RECORDS FOR PROCESSING below:

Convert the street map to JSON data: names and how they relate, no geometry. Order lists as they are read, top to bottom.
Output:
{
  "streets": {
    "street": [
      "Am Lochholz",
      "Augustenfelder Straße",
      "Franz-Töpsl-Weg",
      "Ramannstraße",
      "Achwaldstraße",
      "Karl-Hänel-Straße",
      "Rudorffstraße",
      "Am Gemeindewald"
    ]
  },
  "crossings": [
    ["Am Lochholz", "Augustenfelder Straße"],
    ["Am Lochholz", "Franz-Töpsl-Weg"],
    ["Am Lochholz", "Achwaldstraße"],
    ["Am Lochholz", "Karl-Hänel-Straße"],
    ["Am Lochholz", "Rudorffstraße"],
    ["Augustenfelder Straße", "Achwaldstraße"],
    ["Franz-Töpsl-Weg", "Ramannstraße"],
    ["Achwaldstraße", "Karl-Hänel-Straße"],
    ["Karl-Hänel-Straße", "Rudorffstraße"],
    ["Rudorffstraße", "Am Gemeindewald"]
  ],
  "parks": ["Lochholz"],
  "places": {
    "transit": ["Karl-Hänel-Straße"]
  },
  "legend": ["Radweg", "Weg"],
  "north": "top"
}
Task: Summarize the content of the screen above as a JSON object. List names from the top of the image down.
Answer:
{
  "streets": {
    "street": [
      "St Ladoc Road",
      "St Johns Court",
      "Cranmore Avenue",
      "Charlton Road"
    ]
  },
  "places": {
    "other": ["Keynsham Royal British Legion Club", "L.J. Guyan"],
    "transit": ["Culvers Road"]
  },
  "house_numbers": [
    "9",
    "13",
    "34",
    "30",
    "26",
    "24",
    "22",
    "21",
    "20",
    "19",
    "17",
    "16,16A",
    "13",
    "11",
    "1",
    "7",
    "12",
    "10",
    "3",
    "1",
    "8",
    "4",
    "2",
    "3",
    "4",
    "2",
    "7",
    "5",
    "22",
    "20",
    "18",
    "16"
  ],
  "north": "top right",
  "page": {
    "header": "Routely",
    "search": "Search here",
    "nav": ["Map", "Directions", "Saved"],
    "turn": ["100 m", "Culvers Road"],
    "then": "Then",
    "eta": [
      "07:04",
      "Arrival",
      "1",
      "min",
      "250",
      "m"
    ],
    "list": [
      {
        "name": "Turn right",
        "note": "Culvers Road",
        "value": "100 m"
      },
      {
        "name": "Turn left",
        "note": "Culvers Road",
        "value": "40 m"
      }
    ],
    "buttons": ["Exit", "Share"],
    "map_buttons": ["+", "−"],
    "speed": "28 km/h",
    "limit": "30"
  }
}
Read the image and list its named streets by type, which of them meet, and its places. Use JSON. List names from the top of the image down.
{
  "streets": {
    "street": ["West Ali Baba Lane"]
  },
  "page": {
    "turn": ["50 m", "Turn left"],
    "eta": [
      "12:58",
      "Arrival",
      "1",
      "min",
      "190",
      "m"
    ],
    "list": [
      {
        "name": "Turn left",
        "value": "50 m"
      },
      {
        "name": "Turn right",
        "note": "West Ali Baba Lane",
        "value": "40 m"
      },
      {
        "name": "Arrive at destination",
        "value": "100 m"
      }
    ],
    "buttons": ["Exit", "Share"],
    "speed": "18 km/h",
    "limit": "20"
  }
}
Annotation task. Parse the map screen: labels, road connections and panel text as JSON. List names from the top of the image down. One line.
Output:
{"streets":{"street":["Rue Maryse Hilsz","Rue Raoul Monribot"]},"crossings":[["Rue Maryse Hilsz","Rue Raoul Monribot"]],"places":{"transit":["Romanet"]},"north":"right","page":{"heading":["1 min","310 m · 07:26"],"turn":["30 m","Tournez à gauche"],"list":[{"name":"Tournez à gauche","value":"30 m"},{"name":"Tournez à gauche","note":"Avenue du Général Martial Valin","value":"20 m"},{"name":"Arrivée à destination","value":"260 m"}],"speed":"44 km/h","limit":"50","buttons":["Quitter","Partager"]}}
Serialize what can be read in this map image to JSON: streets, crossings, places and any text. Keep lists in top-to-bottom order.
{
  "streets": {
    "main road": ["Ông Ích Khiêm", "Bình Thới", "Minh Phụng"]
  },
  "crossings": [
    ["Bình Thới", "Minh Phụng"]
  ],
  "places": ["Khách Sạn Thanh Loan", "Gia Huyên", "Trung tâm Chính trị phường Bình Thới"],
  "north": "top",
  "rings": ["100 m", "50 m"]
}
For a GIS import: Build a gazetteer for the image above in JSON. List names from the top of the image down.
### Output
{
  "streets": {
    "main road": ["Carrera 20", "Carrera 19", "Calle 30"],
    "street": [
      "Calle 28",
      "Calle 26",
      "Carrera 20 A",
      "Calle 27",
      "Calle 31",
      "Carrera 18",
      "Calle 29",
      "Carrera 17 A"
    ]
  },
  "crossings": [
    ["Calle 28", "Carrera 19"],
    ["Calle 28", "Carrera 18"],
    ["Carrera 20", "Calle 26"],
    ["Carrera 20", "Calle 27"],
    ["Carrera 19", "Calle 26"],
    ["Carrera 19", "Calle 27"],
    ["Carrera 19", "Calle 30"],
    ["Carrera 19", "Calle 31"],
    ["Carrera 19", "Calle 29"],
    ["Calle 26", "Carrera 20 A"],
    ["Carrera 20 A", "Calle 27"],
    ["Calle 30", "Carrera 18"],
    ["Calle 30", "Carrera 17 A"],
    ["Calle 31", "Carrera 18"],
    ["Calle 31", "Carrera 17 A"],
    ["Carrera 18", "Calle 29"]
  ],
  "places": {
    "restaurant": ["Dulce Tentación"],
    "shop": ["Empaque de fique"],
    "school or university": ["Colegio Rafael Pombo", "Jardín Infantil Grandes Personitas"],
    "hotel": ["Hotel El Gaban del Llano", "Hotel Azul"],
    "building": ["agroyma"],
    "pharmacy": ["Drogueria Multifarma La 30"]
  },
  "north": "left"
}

End of RECORDS FOR PROCESSING.

Your task is to set down only the lines that run from the opening of the listing to the line with "Task: Summarize the", both ends included, each unchanged.

Convert the street map to JSON data: names and how they relate, no geometry. Order lists as they are read, top to bottom.
Output:
{
  "streets": {
    "street": [
      "Am Lochholz",
      "Augustenfelder Straße",
      "Franz-Töpsl-Weg",
      "Ramannstraße",
      "Achwaldstraße",
      "Karl-Hänel-Straße",
      "Rudorffstraße",
      "Am Gemeindewald"
    ]
  },
  "crossings": [
    ["Am Lochholz", "Augustenfelder Straße"],
    ["Am Lochholz", "Franz-Töpsl-Weg"],
    ["Am Lochholz", "Achwaldstraße"],
    ["Am Lochholz", "Karl-Hänel-Straße"],
    ["Am Lochholz", "Rudorffstraße"],
    ["Augustenfelder Straße", "Achwaldstraße"],
    ["Franz-Töpsl-Weg", "Ramannstraße"],
    ["Achwaldstraße", "Karl-Hänel-Straße"],
    ["Karl-Hänel-Straße", "Rudorffstraße"],
    ["Rudorffstraße", "Am Gemeindewald"]
  ],
  "parks": ["Lochholz"],
  "places": {
    "transit": ["Karl-Hänel-Straße"]
  },
  "legend": ["Radweg", "Weg"],
  "north": "top"
}
Task: Summarize the content of the screen above as a JSON object. List names from the top of the image down.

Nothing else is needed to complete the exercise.